I've made the type declaration a macro so the buffer member of the struct will be the correct size - C++ implementations should use templates. If the producer and consumer are on different threads it makes it less obvious whether I should put the three buffers next to each other in memory. If the three buffers are on the same cache line when the writer writes to one, then this may invalidate the buffers in the cache of the reader's core unnecesarily. The writer needs to access the "dirty" buffer and the reader needs to access the "snap" buffer:

#define TRIPLE_BUFFER_SNAP_PTR(BUFFER) BUFFER.snap
#define TRIPLE_BUFFER_WRITE_PTR(BUFFER) BUFFER.dirty

The "dirty" pointer points to the buffer that the writer is currently writing to, and the "clean" pointer is the buffer with the most recent complete set of data. When the writer has finished modifying the dirty buffer it flips the two pointers with the following macro:

#ifdef _GLIBCXX_ATOMIC_BUILTINS
  #define TRIPLE_BUFFER_FLIP_WRITER(BUFFER) \
    do { \
      void* tmp = BUFFER.clean; \
      while(!__sync_bool_compare_and_swap( \
       &BUFFER.clean, \
       BUFFER.clean, \
       BUFFER.dirty)){}; \
      while(!__sync_bool_compare_and_swap( \
        &BUFFER.dirty, \
        BUFFER.dirty, \
        tmp)){}; \
    } while(0)
#else
  #error no atomic operations available!
#endif

This macro is lock-free (it uses GCC built-ins - it should be changed to use C11 atomic operations when compiler support for them is mature enough). The order of the two operations is important as it guarantees that the clean and snap points are complete, immutable sets of data. The clean pointer is set to the dirty pointer first (as this macro has been called it is assumed that the dirty pointer points to a now-complete set of data). The dirty pointer is then updated - but as the clean pointer is the one that is snapped by the reader only its consistency is important. Note that this macro doesn't memset or otherwise clear the new dirty buffer before returning, so writers should do this themselves if they only intend to write to parts of the buffer.

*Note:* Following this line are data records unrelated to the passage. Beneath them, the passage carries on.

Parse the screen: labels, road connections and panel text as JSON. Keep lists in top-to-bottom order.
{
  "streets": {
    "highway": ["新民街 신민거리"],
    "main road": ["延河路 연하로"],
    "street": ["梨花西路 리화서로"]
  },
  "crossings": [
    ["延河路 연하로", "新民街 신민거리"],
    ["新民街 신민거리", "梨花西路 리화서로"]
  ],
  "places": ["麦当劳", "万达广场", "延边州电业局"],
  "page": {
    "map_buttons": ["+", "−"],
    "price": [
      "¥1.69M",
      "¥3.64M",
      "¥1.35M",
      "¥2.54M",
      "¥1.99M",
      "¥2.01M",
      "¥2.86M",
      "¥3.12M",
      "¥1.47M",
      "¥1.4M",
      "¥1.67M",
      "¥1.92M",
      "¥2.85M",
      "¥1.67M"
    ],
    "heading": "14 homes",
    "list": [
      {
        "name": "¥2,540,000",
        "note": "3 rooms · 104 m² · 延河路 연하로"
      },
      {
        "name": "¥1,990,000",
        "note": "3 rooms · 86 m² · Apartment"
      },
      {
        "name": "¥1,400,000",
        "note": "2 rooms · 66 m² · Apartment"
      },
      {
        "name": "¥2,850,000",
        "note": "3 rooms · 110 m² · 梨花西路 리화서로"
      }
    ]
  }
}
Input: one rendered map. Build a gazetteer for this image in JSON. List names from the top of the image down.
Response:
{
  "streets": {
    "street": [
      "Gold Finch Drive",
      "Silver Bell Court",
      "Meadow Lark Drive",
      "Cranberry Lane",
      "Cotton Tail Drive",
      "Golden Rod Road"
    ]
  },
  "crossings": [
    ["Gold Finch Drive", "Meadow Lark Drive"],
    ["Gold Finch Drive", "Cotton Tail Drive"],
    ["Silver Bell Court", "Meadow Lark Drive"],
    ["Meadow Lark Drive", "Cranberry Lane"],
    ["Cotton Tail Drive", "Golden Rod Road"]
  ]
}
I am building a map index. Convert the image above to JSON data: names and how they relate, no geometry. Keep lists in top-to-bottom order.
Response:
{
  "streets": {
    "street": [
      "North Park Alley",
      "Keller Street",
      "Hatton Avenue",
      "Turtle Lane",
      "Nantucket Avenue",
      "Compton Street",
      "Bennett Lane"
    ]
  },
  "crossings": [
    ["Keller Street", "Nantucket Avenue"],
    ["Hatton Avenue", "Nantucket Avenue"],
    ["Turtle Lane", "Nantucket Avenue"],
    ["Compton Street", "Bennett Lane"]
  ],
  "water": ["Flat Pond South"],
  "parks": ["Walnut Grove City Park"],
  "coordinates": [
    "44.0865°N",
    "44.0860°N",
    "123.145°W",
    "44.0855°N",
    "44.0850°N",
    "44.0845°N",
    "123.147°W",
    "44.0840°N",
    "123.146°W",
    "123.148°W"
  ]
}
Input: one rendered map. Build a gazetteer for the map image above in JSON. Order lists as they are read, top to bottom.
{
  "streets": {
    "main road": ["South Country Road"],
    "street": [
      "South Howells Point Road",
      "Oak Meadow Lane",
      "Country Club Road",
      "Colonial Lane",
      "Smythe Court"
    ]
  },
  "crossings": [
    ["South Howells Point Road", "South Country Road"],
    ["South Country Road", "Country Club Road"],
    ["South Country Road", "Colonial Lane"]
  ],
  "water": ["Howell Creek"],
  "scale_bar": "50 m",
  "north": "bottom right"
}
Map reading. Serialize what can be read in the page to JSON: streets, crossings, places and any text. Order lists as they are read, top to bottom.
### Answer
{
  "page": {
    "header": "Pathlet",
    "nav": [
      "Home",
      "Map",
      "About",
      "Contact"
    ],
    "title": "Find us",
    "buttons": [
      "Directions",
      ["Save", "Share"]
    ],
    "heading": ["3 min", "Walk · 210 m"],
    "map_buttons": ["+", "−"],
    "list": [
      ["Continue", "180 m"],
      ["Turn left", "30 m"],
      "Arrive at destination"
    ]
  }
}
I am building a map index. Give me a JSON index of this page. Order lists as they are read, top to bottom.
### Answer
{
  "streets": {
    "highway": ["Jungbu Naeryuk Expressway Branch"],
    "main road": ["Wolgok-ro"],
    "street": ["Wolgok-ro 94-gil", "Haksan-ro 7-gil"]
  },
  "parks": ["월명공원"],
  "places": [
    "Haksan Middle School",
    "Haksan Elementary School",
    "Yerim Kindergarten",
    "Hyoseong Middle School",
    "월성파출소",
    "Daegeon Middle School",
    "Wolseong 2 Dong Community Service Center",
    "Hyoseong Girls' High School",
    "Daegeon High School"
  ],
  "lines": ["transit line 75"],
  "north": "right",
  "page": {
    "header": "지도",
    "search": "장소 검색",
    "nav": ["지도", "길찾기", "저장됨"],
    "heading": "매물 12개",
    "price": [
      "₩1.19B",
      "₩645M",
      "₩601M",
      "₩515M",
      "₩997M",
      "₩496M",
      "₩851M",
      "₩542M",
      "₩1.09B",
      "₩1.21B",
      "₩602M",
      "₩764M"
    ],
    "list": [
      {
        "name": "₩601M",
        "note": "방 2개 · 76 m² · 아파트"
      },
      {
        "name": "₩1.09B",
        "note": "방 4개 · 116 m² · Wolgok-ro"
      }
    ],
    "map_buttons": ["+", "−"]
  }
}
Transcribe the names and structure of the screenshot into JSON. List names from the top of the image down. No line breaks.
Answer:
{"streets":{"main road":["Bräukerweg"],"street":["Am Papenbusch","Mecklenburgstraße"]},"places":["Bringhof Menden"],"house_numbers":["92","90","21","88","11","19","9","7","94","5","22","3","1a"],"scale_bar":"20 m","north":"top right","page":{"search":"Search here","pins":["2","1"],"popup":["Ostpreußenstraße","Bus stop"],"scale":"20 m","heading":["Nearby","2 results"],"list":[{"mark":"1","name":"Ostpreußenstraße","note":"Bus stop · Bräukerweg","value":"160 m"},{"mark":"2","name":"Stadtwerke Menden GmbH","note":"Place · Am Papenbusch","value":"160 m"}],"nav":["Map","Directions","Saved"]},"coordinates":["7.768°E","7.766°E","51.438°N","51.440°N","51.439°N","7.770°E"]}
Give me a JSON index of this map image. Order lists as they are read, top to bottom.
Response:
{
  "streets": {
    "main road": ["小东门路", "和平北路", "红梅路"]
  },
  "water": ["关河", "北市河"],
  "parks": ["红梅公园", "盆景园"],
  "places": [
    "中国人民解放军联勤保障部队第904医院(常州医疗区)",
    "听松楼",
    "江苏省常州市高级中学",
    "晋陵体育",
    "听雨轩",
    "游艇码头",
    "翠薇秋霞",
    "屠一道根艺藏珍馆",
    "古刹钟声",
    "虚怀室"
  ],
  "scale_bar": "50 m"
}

#ifdef _GLIBCXX_ATOMIC_BUILTINS
  #define TRIPLE_BUFFER_NEW_SNAP(BUFFER) \
    do { \
      void* tmp = BUFFER.clean; \
      while(!__sync_bool_compare_and_swap( \
        &BUFFER.clean, \
        BUFFER.clean, \
        BUFFER.snap)){}; \
      while(!__sync_bool_compare_and_swap( \
        &BUFFER.snap, \ 
        BUFFER.snap, \
        tmp)){}; \
    } while(0)
#else
  #error no atomic operations available!
#endif

The reader should call this macro when they want to take a snapshot of the current clean buffer. As above, this is lock-free and uses GCC built-ins. The order of the two atomic operations is important; switching the clean one first effectively isolates the current clean buffer from the writer, preserving its contents even if the writer continues to write and flip. I assume this method is called by the reader, as between the two atomic operations the snap pointer points to a changing set of data. However, the next atomic operation points the snap to the isolated buffer, and when control flow returns from the macro the snap pointer is pointing at what was the clean buffer when it was called. After calling this macro the clean buffer contains the last snap, so snapping twice without an intervening write-and-flip will just return old data. The triple buffer (in its current form) is therefore only useful if the writer always has higher frequency of writes than the reader has of reads. Also, there's no intrinsic mechanism to detect if a snap has changed. If the reader must know this, then the data must have a sequence number or timestamp (either from its producer or inserted by the writer) which the reader can compare with that of the previous snap.

The below unit test shows a typical use case: a writer streams integers into a triple buffer, and the reader periodically snaps them to do a computation.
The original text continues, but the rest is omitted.